В приглашениях, которые рассылались наиболее родовитым дворянам, указывалось, в костюмах какой эпохи надлежит явиться приглашенным. Почти всегда это были костюмы русского 16-го или 17-го века. Забавно было видеть русских аристократов, разговаривавших с легким иностранным акцентом, в чрезвычайно богато, но безвкусно сделанных боярских костюмах 17-го столетия. Выглядели они в них уродливо и, по совести говоря, делалось неловко, неприятно и скучно смотреть на эту забаву тем более, что в ней отсутствовал смех. Серьезно и значительно сидел посредине зала Государь Император, а мы, также одетые в русские боярские костюмы 17-го века, изображали сцену из «Бориса Годунова».
Серьезно я распоряжался с князем Шуйским: брал его за шиворот дареной ему мною же, Годуновым, шубы и ставил его на колени. Бояре из зала шибко аплодировали… В антракте после сцены, когда я вышел в продолговатый зал покурить, ко мне подошел старый великий князь Владимир Александрович и, похвалив меня, сказал:
– Сцена с Шуйским проявлена вами очень сильно и характерно.
На что я весьма глухо ответил:
– Старался, Ваше Высочество, обратить внимание кого следует, как надо разговаривать иногда с боярами…
Великий князь не ожидал такого ответа. Он посмотрел на меня расширенными глазами – вероятно, ему в первую минуту почудился в моих словах мотив рабочей «Дубинушки», но сейчас же понял, что я имею в виду дубину Петра Великого, и громко рассмеялся.

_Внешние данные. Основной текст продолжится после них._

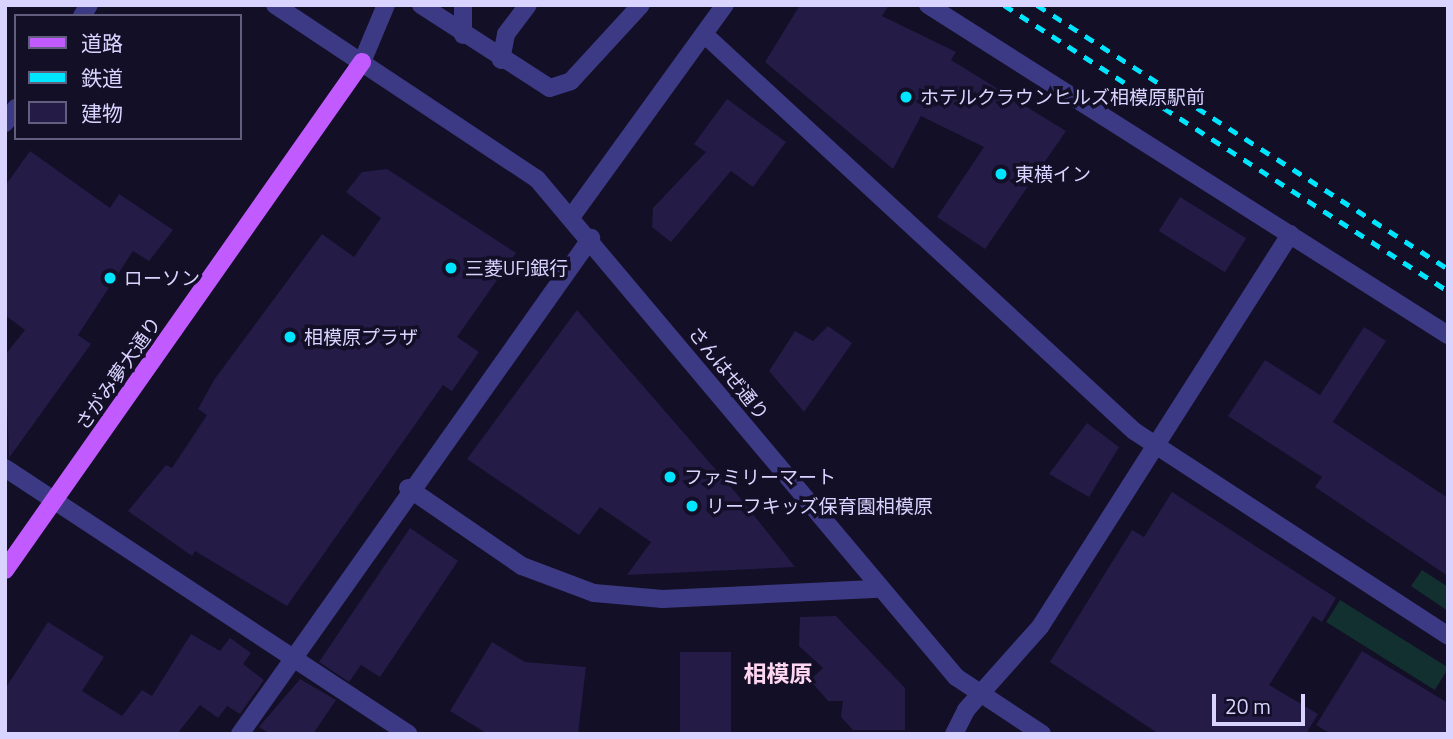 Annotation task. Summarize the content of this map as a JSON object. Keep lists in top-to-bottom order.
{
  "streets": {
    "main road": ["さがみ夢大通り"],
    "street": ["さんはぜ通り"]
  },
  "crossings": [
    ["さがみ夢大通り", "さんはぜ通り"]
  ],
  "districts": ["相模原"],
  "places": [
    "ホテルクラウンヒルズ相模原駅前",
    "東横イン",
    "三菱UFJ銀行",
    "ローソン",
    "相模原プラザ",
    "ファミリーマート",
    "リーフキッズ保育園相模原"
  ],
  "legend": ["道路", "鉄道", "建物"],
  "scale_bar": "20 m"
}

Если бы то, что я разумел моей фразой, было хорошо сознано самими царями, вторая часть моей книги не была бы, вероятно, посвящена описанию моей жизни под большевиками.
Конец первой части.
Если я в жизни был чем-нибудь, так только актером и певцом. Моему призванию я был предан безраздельно. У меня не было никакого другого побочного пристрастия, никакого заостренного вкуса к чему-нибудь другому, кроме сцены. Правда, я любил еще рисовать, но, к сожалению, таланта настоящего к сему не получил, а если и портил карандаши и бумагу, так только для того, чтобы найти пособие к моим постоянным исканиям грима для характерных и правдивых сценических фигур. Даже мою большую любовь к картинам старинных мастеров я считаю только отголоском моей страсти к театру, в котором, как и в живописи, большие творения достигаются правдивой линией, живою краской, духовной глубиной. Но менее всего в жизни я был политиком. От политики меня отталкивала вся моя натура. Может это было от малого знания жизни, но всегда и во всем меня привлекали черты согласованности, лада, гармонии. На неученом моем языке я всегда говорил себе, что лучшая наука, высшая мудрость и живая религия, это когда один человек умеет от полноты сердца сказать другому человеку: «здравствуй!..». Все, что людей разъединяет меня смущало и ставило в неприятное недоумение. Мне казалось, что все люди одеты каждый в свою особую форму, носят каждому присвоенный мундир, что в этой особенности своей они полагают и свое достоинство, и свои какие-то преимущества перед другими. Казалось мне, что мундир с мундиром постоянно лезет в драку, и что для того, чтобы этим дракам помешать, придумали вдобавок еще один мундир – мундир городового! Религиозные распри, национальные соперничества, патриотические бахвальства, партийные дрязги казались мне отрицанием самого ценного в жизни – гармонии. Мне казалось, что к человеку надо подходить непосредственно и прямо, интересоваться не тем, какой он партии, во что он верит, какой он породы, какой крови, а тем, как он действует и как поступает.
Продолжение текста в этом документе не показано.